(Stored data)

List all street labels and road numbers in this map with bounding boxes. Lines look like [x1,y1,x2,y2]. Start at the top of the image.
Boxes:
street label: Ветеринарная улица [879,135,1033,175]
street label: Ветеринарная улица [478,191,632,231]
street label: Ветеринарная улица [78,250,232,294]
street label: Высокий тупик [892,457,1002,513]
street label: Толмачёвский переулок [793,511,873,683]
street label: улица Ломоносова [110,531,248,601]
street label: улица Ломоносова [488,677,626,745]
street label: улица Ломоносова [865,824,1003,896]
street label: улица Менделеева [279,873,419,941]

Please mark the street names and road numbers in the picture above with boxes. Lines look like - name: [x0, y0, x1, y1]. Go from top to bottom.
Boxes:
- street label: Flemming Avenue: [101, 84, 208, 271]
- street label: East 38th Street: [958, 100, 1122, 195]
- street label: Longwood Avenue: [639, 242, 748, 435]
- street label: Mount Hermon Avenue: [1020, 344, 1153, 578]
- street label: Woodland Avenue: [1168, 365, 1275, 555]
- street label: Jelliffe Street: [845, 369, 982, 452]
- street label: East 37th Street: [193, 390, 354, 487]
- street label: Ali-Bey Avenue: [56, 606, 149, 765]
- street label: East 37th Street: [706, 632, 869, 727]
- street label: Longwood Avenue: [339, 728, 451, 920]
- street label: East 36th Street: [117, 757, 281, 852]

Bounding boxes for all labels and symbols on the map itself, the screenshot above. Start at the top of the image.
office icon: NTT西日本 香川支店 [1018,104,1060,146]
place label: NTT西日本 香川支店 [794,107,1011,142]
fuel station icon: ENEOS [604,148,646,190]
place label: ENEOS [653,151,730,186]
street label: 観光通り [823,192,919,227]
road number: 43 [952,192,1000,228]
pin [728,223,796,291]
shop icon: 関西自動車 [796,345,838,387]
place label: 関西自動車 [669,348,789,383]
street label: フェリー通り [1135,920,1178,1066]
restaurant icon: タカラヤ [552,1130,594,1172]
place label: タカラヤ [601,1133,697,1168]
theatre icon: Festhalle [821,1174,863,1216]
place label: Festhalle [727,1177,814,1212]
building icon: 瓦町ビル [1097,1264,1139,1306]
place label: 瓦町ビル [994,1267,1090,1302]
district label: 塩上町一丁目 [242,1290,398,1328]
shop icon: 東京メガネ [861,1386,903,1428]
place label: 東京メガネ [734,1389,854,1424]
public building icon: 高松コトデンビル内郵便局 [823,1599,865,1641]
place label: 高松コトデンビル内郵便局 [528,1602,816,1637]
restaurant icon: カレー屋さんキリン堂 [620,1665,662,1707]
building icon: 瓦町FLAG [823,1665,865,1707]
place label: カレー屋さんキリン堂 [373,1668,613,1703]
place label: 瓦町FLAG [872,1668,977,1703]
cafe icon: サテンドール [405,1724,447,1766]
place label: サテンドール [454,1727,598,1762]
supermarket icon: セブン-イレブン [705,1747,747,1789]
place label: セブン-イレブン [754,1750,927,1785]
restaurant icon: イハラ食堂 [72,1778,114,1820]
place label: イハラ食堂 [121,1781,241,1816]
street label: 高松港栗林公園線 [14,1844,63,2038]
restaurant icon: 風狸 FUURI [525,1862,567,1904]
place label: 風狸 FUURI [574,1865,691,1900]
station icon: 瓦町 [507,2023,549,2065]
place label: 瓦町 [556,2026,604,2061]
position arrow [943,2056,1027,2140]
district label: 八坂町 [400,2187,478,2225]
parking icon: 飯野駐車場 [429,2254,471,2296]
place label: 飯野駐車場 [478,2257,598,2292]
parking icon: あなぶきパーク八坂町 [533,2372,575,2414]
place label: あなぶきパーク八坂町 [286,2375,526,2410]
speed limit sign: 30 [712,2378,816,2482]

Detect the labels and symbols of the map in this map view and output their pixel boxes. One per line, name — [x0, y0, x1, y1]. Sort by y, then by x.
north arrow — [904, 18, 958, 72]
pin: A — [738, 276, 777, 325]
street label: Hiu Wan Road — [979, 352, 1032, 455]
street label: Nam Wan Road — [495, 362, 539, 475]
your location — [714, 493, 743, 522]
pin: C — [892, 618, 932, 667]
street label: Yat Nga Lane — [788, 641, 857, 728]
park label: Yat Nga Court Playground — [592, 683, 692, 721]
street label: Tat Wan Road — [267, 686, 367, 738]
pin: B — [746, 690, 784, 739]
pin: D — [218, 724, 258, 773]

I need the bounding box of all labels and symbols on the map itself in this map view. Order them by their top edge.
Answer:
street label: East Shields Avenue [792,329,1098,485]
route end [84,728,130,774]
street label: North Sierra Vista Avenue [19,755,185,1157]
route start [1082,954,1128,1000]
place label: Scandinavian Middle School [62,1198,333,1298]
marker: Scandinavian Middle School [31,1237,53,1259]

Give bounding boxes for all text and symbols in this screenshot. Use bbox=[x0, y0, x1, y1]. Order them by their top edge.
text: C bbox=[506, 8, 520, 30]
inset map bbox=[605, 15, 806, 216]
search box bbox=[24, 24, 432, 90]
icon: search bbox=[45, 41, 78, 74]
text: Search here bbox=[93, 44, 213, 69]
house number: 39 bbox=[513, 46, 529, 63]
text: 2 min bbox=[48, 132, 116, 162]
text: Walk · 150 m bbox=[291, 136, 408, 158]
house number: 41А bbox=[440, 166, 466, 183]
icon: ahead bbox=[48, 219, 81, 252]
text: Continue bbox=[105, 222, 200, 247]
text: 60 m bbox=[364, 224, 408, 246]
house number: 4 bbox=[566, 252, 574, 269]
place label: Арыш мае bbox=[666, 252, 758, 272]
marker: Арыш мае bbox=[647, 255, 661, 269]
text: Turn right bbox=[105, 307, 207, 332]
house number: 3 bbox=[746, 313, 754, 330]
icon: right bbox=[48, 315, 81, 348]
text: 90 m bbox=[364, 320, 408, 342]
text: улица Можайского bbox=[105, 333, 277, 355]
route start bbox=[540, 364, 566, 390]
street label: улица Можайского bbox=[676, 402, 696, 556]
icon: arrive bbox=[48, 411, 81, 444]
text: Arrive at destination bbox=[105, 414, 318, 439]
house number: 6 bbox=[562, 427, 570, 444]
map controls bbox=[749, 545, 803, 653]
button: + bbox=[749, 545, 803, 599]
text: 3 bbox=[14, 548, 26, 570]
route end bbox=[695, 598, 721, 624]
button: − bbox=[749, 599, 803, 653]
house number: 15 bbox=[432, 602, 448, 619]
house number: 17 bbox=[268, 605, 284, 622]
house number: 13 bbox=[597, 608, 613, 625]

### About this task
Set down every record above, word for word.

### Answer for the task
List all street labels and road numbers in this map with bounding boxes. Lines look like [x1,y1,x2,y2]. Start at the top of the image.
Boxes:
street label: Ветеринарная улица [879,135,1033,175]
street label: Ветеринарная улица [478,191,632,231]
street label: Ветеринарная улица [78,250,232,294]
street label: Высокий тупик [892,457,1002,513]
street label: Толмачёвский переулок [793,511,873,683]
street label: улица Ломоносова [110,531,248,601]
street label: улица Ломоносова [488,677,626,745]
street label: улица Ломоносова [865,824,1003,896]
street label: улица Менделеева [279,873,419,941]

Please mark the street names and road numbers in the picture above with boxes. Lines look like - name: [x0, y0, x1, y1]. Go from top to bottom.
Boxes:
- street label: Flemming Avenue: [101, 84, 208, 271]
- street label: East 38th Street: [958, 100, 1122, 195]
- street label: Longwood Avenue: [639, 242, 748, 435]
- street label: Mount Hermon Avenue: [1020, 344, 1153, 578]
- street label: Woodland Avenue: [1168, 365, 1275, 555]
- street label: Jelliffe Street: [845, 369, 982, 452]
- street label: East 37th Street: [193, 390, 354, 487]
- street label: Ali-Bey Avenue: [56, 606, 149, 765]
- street label: East 37th Street: [706, 632, 869, 727]
- street label: Longwood Avenue: [339, 728, 451, 920]
- street label: East 36th Street: [117, 757, 281, 852]

Bounding boxes for all labels and symbols on the map itself, the screenshot above. Start at the top of the image.
office icon: NTT西日本 香川支店 [1018,104,1060,146]
place label: NTT西日本 香川支店 [794,107,1011,142]
fuel station icon: ENEOS [604,148,646,190]
place label: ENEOS [653,151,730,186]
street label: 観光通り [823,192,919,227]
road number: 43 [952,192,1000,228]
pin [728,223,796,291]
shop icon: 関西自動車 [796,345,838,387]
place label: 関西自動車 [669,348,789,383]
street label: フェリー通り [1135,920,1178,1066]
restaurant icon: タカラヤ [552,1130,594,1172]
place label: タカラヤ [601,1133,697,1168]
theatre icon: Festhalle [821,1174,863,1216]
place label: Festhalle [727,1177,814,1212]
building icon: 瓦町ビル [1097,1264,1139,1306]
place label: 瓦町ビル [994,1267,1090,1302]
district label: 塩上町一丁目 [242,1290,398,1328]
shop icon: 東京メガネ [861,1386,903,1428]
place label: 東京メガネ [734,1389,854,1424]
public building icon: 高松コトデンビル内郵便局 [823,1599,865,1641]
place label: 高松コトデンビル内郵便局 [528,1602,816,1637]
restaurant icon: カレー屋さんキリン堂 [620,1665,662,1707]
building icon: 瓦町FLAG [823,1665,865,1707]
place label: カレー屋さんキリン堂 [373,1668,613,1703]
place label: 瓦町FLAG [872,1668,977,1703]
cafe icon: サテンドール [405,1724,447,1766]
place label: サテンドール [454,1727,598,1762]
supermarket icon: セブン-イレブン [705,1747,747,1789]
place label: セブン-イレブン [754,1750,927,1785]
restaurant icon: イハラ食堂 [72,1778,114,1820]
place label: イハラ食堂 [121,1781,241,1816]
street label: 高松港栗林公園線 [14,1844,63,2038]
restaurant icon: 風狸 FUURI [525,1862,567,1904]
place label: 風狸 FUURI [574,1865,691,1900]
station icon: 瓦町 [507,2023,549,2065]
place label: 瓦町 [556,2026,604,2061]
position arrow [943,2056,1027,2140]
district label: 八坂町 [400,2187,478,2225]
parking icon: 飯野駐車場 [429,2254,471,2296]
place label: 飯野駐車場 [478,2257,598,2292]
parking icon: あなぶきパーク八坂町 [533,2372,575,2414]
place label: あなぶきパーク八坂町 [286,2375,526,2410]
speed limit sign: 30 [712,2378,816,2482]

Detect the labels and symbols of the map in this map view and output their pixel boxes. One per line, name — [x0, y0, x1, y1]. Sort by y, then by x.
north arrow — [904, 18, 958, 72]
pin: A — [738, 276, 777, 325]
street label: Hiu Wan Road — [979, 352, 1032, 455]
street label: Nam Wan Road — [495, 362, 539, 475]
your location — [714, 493, 743, 522]
pin: C — [892, 618, 932, 667]
street label: Yat Nga Lane — [788, 641, 857, 728]
park label: Yat Nga Court Playground — [592, 683, 692, 721]
street label: Tat Wan Road — [267, 686, 367, 738]
pin: B — [746, 690, 784, 739]
pin: D — [218, 724, 258, 773]

I need the bounding box of all labels and symbols on the map itself in this map view. Order them by their top edge.
Answer:
street label: East Shields Avenue [792,329,1098,485]
route end [84,728,130,774]
street label: North Sierra Vista Avenue [19,755,185,1157]
route start [1082,954,1128,1000]
place label: Scandinavian Middle School [62,1198,333,1298]
marker: Scandinavian Middle School [31,1237,53,1259]

Give bounding boxes for all text and symbols in this screenshot. Use bbox=[x0, y0, x1, y1]. Order them by their top edge.
text: C bbox=[506, 8, 520, 30]
inset map bbox=[605, 15, 806, 216]
search box bbox=[24, 24, 432, 90]
icon: search bbox=[45, 41, 78, 74]
text: Search here bbox=[93, 44, 213, 69]
house number: 39 bbox=[513, 46, 529, 63]
text: 2 min bbox=[48, 132, 116, 162]
text: Walk · 150 m bbox=[291, 136, 408, 158]
house number: 41А bbox=[440, 166, 466, 183]
icon: ahead bbox=[48, 219, 81, 252]
text: Continue bbox=[105, 222, 200, 247]
text: 60 m bbox=[364, 224, 408, 246]
house number: 4 bbox=[566, 252, 574, 269]
place label: Арыш мае bbox=[666, 252, 758, 272]
marker: Арыш мае bbox=[647, 255, 661, 269]
text: Turn right bbox=[105, 307, 207, 332]
house number: 3 bbox=[746, 313, 754, 330]
icon: right bbox=[48, 315, 81, 348]
text: 90 m bbox=[364, 320, 408, 342]
text: улица Можайского bbox=[105, 333, 277, 355]
route start bbox=[540, 364, 566, 390]
street label: улица Можайского bbox=[676, 402, 696, 556]
icon: arrive bbox=[48, 411, 81, 444]
text: Arrive at destination bbox=[105, 414, 318, 439]
house number: 6 bbox=[562, 427, 570, 444]
map controls bbox=[749, 545, 803, 653]
button: + bbox=[749, 545, 803, 599]
text: 3 bbox=[14, 548, 26, 570]
route end bbox=[695, 598, 721, 624]
button: − bbox=[749, 599, 803, 653]
house number: 15 bbox=[432, 602, 448, 619]
house number: 17 bbox=[268, 605, 284, 622]
house number: 13 bbox=[597, 608, 613, 625]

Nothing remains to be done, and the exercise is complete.